The Null Device
Posts matching tags 'efficiency'
Architect Gary Chang, like most Hong Kong residents, lives in a tiny (32m2) apartment. Unlike most residents, though, Chang has developed a way of transforming his apartment into any of 24 combinations of living space, using a system of sliding elements on rails. Each room is combined into the walls of two adjacent elements, and designed to be or fold flat. The bed folds against the wall, and the next element that slides out exposes the kitchen; a wall-sized CD shelf moves to expose a linen closet, which in turn conceals a bath and a guest bed. There's a 4-minute video here and a New York Times article here (warning: requires registration). Chang also has a book about the history of his apartment and its various transformations, though it's not clear whether it covers the current arrangement.
Life imitates Christopher Brookmyre novels: a nurse in Britain is on trial for being somewhat overzealous in tackling the bed-blocker problem, to the extent of attempting to hasten several patients' journey through death's door. In her efficiency drive, Barbara Salisbury is alleged to have given patients overdoses of diamorphine and withdrawn their oxygen supplies.
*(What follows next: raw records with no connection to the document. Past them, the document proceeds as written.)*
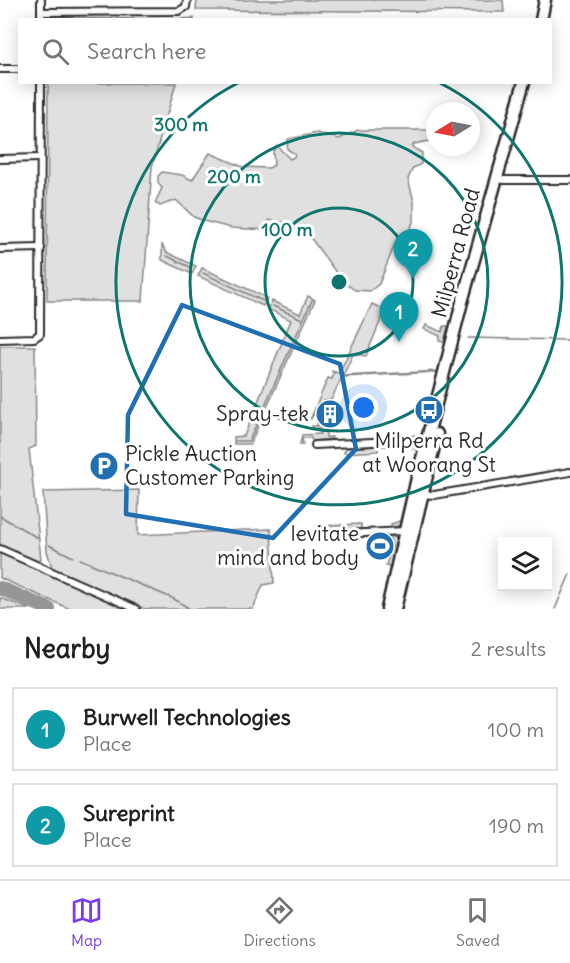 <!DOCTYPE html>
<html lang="en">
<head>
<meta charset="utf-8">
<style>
	:root { --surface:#fff; --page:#f2f2f2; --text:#202124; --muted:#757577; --line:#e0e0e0; --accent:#7c3aed }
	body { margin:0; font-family:Delius,sans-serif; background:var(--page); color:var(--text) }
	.controls { position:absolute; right:18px; bottom:18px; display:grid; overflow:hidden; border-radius:0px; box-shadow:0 3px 15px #0003 }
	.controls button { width:54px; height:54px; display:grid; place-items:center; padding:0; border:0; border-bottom:2px solid var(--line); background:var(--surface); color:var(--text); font:30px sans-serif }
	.compass { position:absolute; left:426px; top:102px; width:54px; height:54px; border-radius:50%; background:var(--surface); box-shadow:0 3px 15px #0003; rotate:260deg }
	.you { position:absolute; left:364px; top:408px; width:21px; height:21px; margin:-15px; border:4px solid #fff; border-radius:50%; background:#1a73e8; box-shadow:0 0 0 9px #1a73e833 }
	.badge { display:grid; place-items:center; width:39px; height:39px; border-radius:50%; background:var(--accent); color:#fff; font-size:20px; font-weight:700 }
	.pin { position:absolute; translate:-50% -50px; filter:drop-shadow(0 2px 3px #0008) }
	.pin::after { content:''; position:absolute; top:32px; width:21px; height:18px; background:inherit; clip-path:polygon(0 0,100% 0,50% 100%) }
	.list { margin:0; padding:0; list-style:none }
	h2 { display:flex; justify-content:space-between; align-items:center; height:78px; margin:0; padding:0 24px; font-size:26px }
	h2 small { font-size:20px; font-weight:400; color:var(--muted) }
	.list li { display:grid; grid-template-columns:39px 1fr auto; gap:18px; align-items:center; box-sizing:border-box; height:84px; margin:0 12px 12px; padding:0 12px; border:2px solid var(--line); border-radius:0px }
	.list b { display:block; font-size:22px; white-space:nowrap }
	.list p { margin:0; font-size:20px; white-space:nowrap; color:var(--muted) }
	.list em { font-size:20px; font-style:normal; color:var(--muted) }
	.icon { flex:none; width:33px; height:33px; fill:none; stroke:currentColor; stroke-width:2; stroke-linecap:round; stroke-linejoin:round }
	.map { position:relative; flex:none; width:570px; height:609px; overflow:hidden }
	.search { position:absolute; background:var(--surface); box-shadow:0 3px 15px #0003; left:18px; right:18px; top:18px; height:66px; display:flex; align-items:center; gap:15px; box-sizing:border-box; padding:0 21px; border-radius:0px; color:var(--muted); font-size:22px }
	.sheet { height:270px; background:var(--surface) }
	nav { display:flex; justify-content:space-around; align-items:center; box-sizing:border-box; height:84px; border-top:2px solid var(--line); background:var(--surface); font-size:16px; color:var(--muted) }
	nav a { display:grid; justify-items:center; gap:3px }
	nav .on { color:var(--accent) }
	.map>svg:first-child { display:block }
	.green { fill:#e0e0e0; stroke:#868686; stroke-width:1.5 }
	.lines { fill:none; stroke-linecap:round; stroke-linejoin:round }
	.stream { stroke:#7e7e7e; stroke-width:1.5 }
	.taxiway { stroke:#959595; stroke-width:14 }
	.street-casing { stroke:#2b2b2b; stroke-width:10 }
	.highway-casing { stroke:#2b2b2b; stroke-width:15 }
	.street { stroke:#fff; stroke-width:6 }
	.highway { stroke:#fff; stroke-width:10 }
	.marked { fill:none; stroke:#1f6fb2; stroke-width:4.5; stroke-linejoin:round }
	.ring { fill:none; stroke:#0f766e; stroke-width:3 }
	.labels { text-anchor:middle; stroke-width:6; stroke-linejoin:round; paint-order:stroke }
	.street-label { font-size:21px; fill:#2b2b2b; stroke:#fff }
	.poi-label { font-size:21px; fill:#2b2b2b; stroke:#fff; text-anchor:end }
	.centre { fill:#0f766e; stroke:#fff; stroke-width:3 }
	.ring-label { font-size:18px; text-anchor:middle; font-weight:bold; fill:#0f766e; stroke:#fff; stroke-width:6; stroke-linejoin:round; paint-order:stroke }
</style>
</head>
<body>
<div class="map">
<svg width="570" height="609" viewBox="0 0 570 609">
	<rect width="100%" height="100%" fill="#fff"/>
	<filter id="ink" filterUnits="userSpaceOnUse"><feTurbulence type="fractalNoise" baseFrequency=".0167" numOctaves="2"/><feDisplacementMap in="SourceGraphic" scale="12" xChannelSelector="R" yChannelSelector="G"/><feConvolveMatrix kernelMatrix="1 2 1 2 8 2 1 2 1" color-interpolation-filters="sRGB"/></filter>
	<g filter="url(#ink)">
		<g class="green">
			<path d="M197 0H503L504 12 196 10Z"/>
			<path d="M48 18 181 19 194 18V20Z"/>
			<path d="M48 83H176L152 167 143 301H47Z"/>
			<path d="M358 130H435V140L414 144 412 147 422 153 421 164 413 168 408 179 414 201V220L409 231 395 244 379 284 370 291 355 290 343 282 310 237 283 222 269 220 268 230 231 228 204 221 194 217 176 200 160 206 155 203 162 188 158 183V176L162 172 182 175 192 180 210 153 243 167 269 168 274 165 273 151 277 146 290 159 294 157 295 154 287 149 288 139 317 133 339 139Z"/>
			<path d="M162 244 166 252 196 266 192 274 162 260Z"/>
			<path d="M202 268 267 298 263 306 198 276Z"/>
			<path d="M308 296 315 300 250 444H234V437L244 436 291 320 268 309 272 301 300 314Z"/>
			<path d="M372 304 385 310 366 356 353 354 343 376 437 371 436 372 342 377 331 400 324 401 326 437H332V439L312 441 311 438H302L303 444H300L302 435 320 434V429H311L312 426H317L318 415H313L310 420 328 378 332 379 334 373 331 371 339 373Z"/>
			<path d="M426 325 442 332 444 326H448L444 342 439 341 440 336 424 329Z"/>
			<path d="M0 346H35L36 446 29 449 41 559 37 561 0 545Z"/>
			<path d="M417 444 420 447 402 525 392 527 391 524 400 521 417 452 414 448H406L407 445Z"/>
			<path d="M378 446V451L344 453 345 448Z"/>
			<path d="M139 490 138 535 271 529 274 583 263 585 253 609H145L52 568 47 551 43 492Z"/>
			<path d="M361 524V529L318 530V526Z"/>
			<path d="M389 535 398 539 392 567 386 565 392 546Z"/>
			<path d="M0 553 8 556 128 609H70L0 578Z"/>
			<path d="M0 598 30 609H0Z"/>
		</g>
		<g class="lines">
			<g class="stream">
				<path d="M167 256 192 268"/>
				<path d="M203 273 263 301"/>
				<path d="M273 306 302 319"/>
				<path d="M468 338 570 340"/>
				<path d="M235 441H249L312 300"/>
				<path d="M0 516 38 538"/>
				<path d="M49 545 73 557"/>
				<path d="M80 559 174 599 190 609"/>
				<path d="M555 609 570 574"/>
			</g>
			<path class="taxiway" d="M0 588 49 609"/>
			<g class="street-casing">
				<g id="street">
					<path d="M41 12 179 11 186 7 187 0"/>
					<path d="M41 20V0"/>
					<path d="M0 69H20"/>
					<path d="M0 159 40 158"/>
					<path d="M503 180H570"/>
					<path d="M0 249 41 248"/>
					<path d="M0 339 34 338 40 334 41 82"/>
					<path d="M315 445 429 439"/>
					<path d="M420 494 434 495 570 472"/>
					<path d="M306 536 404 531"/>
					<path d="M0 549 136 609"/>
				</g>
			</g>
			<g class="highway-casing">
				<g id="highway">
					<path d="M541 20 545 0"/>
					<path d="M387 609 417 478 462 302 524 82"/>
					<path d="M395 609 437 434"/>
				</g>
			</g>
			<use href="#street" class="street"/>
			<use href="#highway" class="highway"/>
		</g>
	</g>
	<path class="marked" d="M182 305 340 364 356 449 273 538 126 514 128 415Z"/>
	<g class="ring">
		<circle cx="339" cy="282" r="74"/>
		<circle cx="339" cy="282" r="149"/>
		<path d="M440 83A223 223 0 1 1 238 83"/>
	</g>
	<defs>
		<g id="bus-disc" transform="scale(1.5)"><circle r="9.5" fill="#1f6fb2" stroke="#fff"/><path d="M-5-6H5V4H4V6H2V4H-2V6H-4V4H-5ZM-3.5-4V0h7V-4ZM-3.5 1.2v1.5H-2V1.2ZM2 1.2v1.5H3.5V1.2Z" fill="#fff"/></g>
		<g id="building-disc" transform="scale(1.5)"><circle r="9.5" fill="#1f6fb2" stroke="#fff"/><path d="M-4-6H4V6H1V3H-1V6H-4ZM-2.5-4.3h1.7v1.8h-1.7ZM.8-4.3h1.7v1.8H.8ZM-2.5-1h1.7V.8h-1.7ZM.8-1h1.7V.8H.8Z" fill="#fff"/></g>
		<g id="parking-disc" transform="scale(1.5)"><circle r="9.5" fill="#1f6fb2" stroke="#fff"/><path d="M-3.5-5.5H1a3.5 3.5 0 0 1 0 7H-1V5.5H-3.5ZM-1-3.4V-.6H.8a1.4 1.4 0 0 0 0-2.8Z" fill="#fff"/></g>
		<g id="stadium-disc" transform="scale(1.5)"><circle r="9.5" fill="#1f6fb2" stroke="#fff"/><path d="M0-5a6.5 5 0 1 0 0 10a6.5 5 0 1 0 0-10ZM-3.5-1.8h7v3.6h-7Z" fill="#fff"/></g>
	</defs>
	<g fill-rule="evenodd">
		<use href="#bus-disc" x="429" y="410"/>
		<use href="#building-disc" x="330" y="414"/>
		<use href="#parking-disc" x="104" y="466"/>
		<use href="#stadium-disc" x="380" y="546"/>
	</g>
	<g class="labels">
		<g class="street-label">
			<text transform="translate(456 253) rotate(-75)" y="7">Milperra Road</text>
		</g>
		<g class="poi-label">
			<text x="309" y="421">Spray-tek</text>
			<text x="429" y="448" text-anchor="middle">Milperra Rd<tspan x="429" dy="24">at Woorang St</tspan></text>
			<text x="125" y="461" text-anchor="start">Pickle Auction<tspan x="125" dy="24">Customer Parking</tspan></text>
			<text x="359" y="541">levitate<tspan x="359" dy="24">mind and body</tspan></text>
		</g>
	</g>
	<circle cx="339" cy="282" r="9" class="centre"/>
	<g class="ring-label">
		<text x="181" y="131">300 m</text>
		<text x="234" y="183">200 m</text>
		<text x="287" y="236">100 m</text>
	</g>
</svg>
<div class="controls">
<button><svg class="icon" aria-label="layers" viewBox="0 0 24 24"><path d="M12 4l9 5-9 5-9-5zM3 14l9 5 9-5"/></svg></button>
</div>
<svg class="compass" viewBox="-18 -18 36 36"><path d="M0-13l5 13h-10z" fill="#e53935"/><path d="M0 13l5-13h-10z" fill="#757577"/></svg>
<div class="you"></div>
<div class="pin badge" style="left:399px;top:342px;background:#0f9aa8">1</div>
<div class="pin badge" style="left:413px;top:279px;background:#0f9aa8">2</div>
<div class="search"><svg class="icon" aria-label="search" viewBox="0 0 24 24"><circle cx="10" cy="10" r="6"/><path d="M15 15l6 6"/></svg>Search here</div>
</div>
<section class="sheet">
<h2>Nearby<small>2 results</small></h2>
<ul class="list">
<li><span class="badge" style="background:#0f9aa8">1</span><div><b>Burwell Technologies</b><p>Place</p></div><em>100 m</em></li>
<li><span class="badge" style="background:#0f9aa8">2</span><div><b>Sureprint</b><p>Place</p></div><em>190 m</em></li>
</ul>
</section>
<nav>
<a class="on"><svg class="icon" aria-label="map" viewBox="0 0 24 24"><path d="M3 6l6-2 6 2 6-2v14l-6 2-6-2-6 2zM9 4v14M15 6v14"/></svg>Map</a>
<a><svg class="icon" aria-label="directions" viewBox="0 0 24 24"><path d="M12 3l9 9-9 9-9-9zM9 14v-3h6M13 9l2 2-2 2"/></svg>Directions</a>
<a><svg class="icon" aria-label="saved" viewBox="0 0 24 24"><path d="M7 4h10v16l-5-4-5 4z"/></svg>Saved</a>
</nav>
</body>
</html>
Salisbury, who was described by the prosecution as an experienced, capable and efficient nurse, is accused of attempting to murder Frances May Taylor, 88, in March 2002 in that she inappropriately administered diamorphine using the syringe pump, telling a colleague: "Why prolong the inevitable."
She is accused of attempting, 10 days later, to murder Frank Owen, 92, by instructing another member of nursing staff to lay Mr Owen on his back, allegedly adding: "With any luck his lungs will fill with fluid and he will die."
I wonder whether (assuming that the charges are true, of course) she was acting out of a personal cruel streak, or whether this is merely the most extreme manifestation of an institutional focus on patient turnover in the Thatcherite/Blairite health system in Britain (as was the plot of Brookmyre's Quite Ugly One Morning; though, granted, Brookmyre seems to write from a Scottish-socialist point of view).